Turismo, la Rete tra le imprese può farlo volare

A Roma il convegno organizzato da AssoretiPmi

di Cinzia Conti

ROMA - "Per 4 anni consecutivi gli arrivi internazionali aumentano a una media del 4% annuo. Nel 2017 sono stati 1,326 miliardi (+7% rispetto al 2016) e hanno generato 1,340 miliardi di dollari di entrate turistiche totali". A fare il punto sul turismo, settore dinamico (negli ultimi 25 anni ha subito cambiamenti radicali), resiliente e molto competitivo, è Fabiola Sfodera docente dell'Università La Sapienza di Roma in apertura del convegno organizzato da AssoretiPmi a Roma "La soluzione delle reti d'impresa alla parcellizzazione del sistema locale di offerta turistica in Italia".

In Italia in particolare le presenze sono state 403 milioni, +2,6%, con una permanenza media complessiva di 3,03 giorni. La Sfodera ragiona anche sulla distribuzione della spesa turistica per tipologia di servizio: "A fronte di un 19% destinato all'alloggio, 16% a cibo e bevande, 24% ai trasporti si deve sottolineare come un 7% delle spese (pari a 93.800 milioni di dollari) siano destinate a cultura svago e sport".
"Il turismo - dice ancora la docente - è in grado di creare sviluppo (moltiplicatore turistico) e per questo viene considerato uno dei principali settori su cui investire, soprattutto nei paesi svantaggiati. Un euro di spesa ne crea circa 4 di indotto".

Il presidente di AssoretiPmi Eugenio Ferrari ha fatto il punto sulla situazione italia: 5.135 Contratti di Rete di cui 778 con soggettività giuridica e 31.405 imprese partecipanti. Ma a testimoniare quanto bisogna ancora lavorare nel settore è intervenuta Monica Franco, vicepresidente AssoretiPmi: "Delle oltre 5.000 reti d'impresa presenti oggi in Italia più del 60% di queste, non ha un sito web. E questo è un gap che va assolutamente sanato".

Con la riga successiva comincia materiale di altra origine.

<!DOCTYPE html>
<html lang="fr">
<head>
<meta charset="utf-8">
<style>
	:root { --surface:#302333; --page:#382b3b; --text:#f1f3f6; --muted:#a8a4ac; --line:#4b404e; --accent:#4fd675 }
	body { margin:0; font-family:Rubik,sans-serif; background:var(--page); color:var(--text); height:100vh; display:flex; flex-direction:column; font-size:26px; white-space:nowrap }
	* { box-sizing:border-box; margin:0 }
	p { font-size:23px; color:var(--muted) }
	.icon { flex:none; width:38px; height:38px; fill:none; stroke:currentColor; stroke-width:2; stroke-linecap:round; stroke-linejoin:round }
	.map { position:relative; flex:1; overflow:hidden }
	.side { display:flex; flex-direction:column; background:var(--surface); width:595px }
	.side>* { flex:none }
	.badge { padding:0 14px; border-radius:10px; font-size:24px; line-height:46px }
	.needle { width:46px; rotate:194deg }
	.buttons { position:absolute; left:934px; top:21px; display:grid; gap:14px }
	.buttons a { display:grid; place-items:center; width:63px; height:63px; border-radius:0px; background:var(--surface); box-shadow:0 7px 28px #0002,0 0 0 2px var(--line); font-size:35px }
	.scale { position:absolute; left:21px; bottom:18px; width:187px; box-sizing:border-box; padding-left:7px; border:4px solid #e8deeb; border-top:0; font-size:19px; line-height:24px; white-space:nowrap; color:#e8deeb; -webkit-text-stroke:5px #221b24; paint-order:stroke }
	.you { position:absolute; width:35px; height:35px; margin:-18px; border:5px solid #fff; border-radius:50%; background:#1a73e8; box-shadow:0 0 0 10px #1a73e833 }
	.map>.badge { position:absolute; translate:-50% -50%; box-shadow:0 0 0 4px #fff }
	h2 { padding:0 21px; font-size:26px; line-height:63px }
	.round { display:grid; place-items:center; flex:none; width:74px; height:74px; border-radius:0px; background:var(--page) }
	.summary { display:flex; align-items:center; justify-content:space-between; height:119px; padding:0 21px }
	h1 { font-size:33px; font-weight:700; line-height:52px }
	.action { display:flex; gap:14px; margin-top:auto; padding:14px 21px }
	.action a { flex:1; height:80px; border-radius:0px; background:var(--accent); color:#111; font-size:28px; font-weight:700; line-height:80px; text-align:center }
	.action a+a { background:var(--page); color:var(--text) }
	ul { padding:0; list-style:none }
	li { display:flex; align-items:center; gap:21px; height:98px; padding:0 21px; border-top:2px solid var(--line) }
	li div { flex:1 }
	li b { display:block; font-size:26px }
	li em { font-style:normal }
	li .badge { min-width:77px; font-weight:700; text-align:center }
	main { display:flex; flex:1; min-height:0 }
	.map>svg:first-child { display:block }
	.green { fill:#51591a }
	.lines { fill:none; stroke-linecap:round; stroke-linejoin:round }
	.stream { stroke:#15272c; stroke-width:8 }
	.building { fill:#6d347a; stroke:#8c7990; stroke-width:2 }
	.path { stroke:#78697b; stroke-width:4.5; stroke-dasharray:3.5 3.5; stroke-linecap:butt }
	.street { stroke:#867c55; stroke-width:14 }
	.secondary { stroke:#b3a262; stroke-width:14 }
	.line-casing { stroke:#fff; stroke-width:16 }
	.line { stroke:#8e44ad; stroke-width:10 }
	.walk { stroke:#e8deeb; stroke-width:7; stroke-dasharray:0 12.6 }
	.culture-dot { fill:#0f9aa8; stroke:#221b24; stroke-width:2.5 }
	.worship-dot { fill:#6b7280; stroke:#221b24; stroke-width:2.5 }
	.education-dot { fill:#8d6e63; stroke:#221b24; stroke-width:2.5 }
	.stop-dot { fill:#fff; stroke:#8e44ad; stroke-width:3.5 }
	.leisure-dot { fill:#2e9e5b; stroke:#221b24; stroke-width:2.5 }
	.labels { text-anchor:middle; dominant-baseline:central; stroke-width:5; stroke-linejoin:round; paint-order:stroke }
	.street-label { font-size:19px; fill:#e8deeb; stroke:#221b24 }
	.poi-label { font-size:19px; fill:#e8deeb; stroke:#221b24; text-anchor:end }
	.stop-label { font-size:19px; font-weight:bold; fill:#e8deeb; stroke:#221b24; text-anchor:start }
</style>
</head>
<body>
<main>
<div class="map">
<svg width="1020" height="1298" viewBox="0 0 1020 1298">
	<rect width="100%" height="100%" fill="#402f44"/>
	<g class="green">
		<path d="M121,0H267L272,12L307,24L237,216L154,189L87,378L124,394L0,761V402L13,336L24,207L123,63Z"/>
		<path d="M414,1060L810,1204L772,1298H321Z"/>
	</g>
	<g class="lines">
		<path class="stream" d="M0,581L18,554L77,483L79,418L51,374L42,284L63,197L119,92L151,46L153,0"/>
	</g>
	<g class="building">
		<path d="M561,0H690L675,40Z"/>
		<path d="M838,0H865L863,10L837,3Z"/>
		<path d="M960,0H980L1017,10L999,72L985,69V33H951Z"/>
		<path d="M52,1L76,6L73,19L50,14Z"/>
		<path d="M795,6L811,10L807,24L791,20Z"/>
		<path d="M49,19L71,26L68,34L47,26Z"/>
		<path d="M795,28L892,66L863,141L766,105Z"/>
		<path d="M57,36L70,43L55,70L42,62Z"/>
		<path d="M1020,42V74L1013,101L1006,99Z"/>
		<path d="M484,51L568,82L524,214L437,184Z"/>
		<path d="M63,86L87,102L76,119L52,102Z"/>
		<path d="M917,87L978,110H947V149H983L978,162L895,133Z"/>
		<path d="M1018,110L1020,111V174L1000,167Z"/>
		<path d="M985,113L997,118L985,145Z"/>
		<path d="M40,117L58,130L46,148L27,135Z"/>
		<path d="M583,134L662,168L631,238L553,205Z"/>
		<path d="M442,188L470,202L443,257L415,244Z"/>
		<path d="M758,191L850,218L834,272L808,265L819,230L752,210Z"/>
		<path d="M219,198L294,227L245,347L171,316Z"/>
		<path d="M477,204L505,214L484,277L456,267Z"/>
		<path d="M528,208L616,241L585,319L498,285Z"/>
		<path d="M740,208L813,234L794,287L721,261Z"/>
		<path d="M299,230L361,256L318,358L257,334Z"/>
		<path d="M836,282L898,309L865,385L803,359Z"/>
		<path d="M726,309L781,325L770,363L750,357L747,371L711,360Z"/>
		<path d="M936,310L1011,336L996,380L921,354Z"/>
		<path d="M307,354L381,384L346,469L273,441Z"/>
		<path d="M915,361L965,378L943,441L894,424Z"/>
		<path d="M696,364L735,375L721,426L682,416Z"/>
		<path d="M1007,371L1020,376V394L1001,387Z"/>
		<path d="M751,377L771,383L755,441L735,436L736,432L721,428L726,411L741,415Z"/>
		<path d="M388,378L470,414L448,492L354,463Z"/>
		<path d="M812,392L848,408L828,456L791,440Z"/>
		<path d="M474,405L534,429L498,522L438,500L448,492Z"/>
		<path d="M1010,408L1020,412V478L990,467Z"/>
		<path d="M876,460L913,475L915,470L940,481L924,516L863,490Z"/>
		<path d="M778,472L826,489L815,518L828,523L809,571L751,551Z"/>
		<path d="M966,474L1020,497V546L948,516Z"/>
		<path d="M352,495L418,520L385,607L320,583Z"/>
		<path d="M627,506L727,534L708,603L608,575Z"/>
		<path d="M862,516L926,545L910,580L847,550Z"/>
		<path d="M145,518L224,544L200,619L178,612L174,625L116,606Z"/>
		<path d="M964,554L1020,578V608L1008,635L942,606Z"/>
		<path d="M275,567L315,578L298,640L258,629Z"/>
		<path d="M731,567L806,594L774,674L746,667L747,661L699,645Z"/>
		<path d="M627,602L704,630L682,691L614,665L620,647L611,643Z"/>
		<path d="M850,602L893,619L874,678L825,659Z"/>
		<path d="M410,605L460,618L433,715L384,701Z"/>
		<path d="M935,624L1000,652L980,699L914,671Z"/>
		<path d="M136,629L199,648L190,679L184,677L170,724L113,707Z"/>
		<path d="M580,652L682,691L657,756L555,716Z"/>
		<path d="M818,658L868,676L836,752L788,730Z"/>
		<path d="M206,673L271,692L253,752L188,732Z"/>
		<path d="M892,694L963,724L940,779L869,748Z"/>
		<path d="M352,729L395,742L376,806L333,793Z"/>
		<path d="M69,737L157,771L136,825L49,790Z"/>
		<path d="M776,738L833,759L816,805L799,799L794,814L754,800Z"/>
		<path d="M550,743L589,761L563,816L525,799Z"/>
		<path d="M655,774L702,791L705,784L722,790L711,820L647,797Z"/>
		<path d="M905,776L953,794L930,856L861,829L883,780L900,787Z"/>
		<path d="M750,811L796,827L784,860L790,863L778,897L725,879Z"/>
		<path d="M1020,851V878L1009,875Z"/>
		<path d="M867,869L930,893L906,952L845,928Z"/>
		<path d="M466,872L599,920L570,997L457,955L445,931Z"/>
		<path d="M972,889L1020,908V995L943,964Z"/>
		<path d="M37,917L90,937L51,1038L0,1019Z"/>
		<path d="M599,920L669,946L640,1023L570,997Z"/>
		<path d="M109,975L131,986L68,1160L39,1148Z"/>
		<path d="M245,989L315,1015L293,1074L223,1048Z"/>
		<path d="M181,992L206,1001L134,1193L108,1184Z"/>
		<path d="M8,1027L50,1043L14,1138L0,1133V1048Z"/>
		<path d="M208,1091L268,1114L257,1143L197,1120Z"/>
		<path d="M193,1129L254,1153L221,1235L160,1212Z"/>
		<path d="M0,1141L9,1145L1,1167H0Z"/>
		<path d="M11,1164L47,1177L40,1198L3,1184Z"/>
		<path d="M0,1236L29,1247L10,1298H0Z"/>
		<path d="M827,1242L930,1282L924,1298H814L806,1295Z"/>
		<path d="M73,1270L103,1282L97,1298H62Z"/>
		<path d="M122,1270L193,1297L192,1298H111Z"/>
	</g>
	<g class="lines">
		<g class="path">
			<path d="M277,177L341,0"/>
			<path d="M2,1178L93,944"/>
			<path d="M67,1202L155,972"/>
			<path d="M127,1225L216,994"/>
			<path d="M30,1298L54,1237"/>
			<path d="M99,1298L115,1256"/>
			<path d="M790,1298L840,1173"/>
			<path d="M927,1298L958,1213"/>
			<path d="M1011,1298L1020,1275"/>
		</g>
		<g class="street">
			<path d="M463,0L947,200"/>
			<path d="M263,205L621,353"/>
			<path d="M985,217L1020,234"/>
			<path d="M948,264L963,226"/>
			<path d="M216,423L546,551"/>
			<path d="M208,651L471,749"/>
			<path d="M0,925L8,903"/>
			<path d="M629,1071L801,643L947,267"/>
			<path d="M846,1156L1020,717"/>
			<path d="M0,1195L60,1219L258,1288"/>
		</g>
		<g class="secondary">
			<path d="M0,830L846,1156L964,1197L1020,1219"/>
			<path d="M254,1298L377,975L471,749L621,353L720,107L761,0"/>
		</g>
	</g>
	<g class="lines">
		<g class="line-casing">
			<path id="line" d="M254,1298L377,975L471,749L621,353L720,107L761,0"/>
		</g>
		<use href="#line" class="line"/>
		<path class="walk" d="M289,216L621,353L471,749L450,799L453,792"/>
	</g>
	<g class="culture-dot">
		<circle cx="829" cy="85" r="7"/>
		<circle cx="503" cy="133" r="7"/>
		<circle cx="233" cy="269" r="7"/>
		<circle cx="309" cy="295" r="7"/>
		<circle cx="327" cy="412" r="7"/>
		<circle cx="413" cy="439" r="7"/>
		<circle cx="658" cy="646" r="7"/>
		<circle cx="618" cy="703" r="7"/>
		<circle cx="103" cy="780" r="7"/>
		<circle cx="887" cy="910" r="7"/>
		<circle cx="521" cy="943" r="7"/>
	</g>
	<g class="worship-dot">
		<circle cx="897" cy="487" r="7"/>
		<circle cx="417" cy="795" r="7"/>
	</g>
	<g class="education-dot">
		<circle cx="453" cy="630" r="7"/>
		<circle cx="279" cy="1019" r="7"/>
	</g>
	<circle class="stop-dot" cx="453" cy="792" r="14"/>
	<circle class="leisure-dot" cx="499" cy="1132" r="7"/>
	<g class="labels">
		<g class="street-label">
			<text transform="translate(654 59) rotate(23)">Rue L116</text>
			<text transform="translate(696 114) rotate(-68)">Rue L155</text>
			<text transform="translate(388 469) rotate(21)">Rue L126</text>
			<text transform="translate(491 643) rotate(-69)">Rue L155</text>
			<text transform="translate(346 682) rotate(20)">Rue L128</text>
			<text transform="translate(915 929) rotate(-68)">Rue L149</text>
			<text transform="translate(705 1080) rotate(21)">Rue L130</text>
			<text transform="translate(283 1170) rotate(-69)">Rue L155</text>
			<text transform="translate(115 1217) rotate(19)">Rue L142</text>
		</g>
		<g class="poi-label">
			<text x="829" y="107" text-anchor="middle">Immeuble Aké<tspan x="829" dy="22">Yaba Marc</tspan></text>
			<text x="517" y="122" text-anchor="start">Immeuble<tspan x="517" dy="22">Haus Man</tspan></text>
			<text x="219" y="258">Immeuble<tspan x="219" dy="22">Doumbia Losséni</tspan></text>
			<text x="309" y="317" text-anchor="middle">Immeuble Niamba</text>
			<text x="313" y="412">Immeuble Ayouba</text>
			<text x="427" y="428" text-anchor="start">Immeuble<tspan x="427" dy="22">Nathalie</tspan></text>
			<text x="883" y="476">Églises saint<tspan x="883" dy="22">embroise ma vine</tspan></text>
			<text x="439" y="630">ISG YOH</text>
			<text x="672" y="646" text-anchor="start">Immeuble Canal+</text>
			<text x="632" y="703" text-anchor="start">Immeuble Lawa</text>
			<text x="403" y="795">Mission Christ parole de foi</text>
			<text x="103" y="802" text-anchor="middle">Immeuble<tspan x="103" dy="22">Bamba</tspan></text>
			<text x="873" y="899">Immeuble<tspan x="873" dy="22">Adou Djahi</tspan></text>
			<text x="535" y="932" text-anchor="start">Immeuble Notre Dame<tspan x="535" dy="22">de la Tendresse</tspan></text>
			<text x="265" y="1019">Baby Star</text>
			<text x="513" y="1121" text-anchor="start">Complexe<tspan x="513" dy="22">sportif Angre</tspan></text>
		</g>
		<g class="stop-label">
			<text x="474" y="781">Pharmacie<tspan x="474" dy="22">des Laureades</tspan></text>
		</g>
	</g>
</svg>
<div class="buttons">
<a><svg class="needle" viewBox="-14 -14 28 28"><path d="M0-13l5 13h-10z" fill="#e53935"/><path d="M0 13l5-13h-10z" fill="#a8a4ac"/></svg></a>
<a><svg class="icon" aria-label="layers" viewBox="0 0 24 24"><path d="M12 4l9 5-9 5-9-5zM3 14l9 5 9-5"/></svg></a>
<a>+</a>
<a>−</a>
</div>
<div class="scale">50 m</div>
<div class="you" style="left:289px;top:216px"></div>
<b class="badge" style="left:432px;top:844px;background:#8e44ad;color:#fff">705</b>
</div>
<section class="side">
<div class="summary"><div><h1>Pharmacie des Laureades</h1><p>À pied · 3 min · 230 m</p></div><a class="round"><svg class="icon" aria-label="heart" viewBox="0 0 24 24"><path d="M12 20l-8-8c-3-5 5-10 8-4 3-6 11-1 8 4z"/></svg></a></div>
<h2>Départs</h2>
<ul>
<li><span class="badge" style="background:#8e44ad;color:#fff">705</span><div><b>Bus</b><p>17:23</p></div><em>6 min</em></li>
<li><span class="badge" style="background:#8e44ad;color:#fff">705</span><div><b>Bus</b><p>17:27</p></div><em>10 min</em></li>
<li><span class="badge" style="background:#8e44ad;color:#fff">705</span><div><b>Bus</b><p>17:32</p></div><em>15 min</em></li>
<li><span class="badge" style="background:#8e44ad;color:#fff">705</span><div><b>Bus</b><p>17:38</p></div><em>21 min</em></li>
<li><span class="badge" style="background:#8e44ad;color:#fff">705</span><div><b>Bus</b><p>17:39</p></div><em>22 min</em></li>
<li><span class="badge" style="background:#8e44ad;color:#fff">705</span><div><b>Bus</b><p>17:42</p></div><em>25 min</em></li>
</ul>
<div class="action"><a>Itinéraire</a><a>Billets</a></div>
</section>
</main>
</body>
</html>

A parlare del ruolo delle Online Travel Agencies e dei tour operator italiani l'agente di viaggio Stefano Crugnola che da subito chiarisce come il fatto che molte Ota abbiano sede fiscale all'estero (e non paghino le tasse in Italia) crea una grande distorsione nel mercato, forse addirittura una "concorrenza sleale". Secondo Crugnola sia il mercato outgoing (formato in Italia sostanzialmente da un Tour operator leader, pochi medi e molti piccoli) sia quello incoming (anche qui molto frammentato) possono presentare una grande opportunità per le Reti di Imprese.

L'abusivismo è uno dei mali del turismo italiano su cui si torna spesso durante il convegno: "Si può e si deve sssicurare la legalità e contrastare l'abusivismo anche mediante il riscorso allo strumento giuridico delle Reti d'impresa" dice Francesco Verde, docente di economia e gestione delle imprese e delegato della Campania per AssoretePmi, che con l'Università Luigi Vanvitelli e l'Università Pegaso, in collaborazione con Abbac, ha realizzato una ricerca sulle Reti di impresa nell'ospitalità extralberghiera in Campania.

"Integrare il territorio - spiega Enzo Dota, delegato della Puglia - significa aumentare la consapevolezza dei proprio Brand e insegnare una nuova organizzazione che vede il privato e il pubblico costruire uno Sistema Locale di Offerta Turistica che mira a realizzare una destinazione turistica organizzata e quindi pronta a destagionalizzare".

"AssoretiPmi - spiega l'avvocato Fabrizio Garaffa, che è anche delegato per l'Emilia Romagna - è lieta di mettere a disposizione del Governo e di Enit la propria struttura e il proprio giacimento di competenze: negli ultimi sette anni la nostra Associazione ha organizzato più di 350 eventi dedicati alla cultura delle Reti di imprese e può contare su circa novanta delegati distribuiti su tutto il territorio nazionale e in alcuni paesi esteri".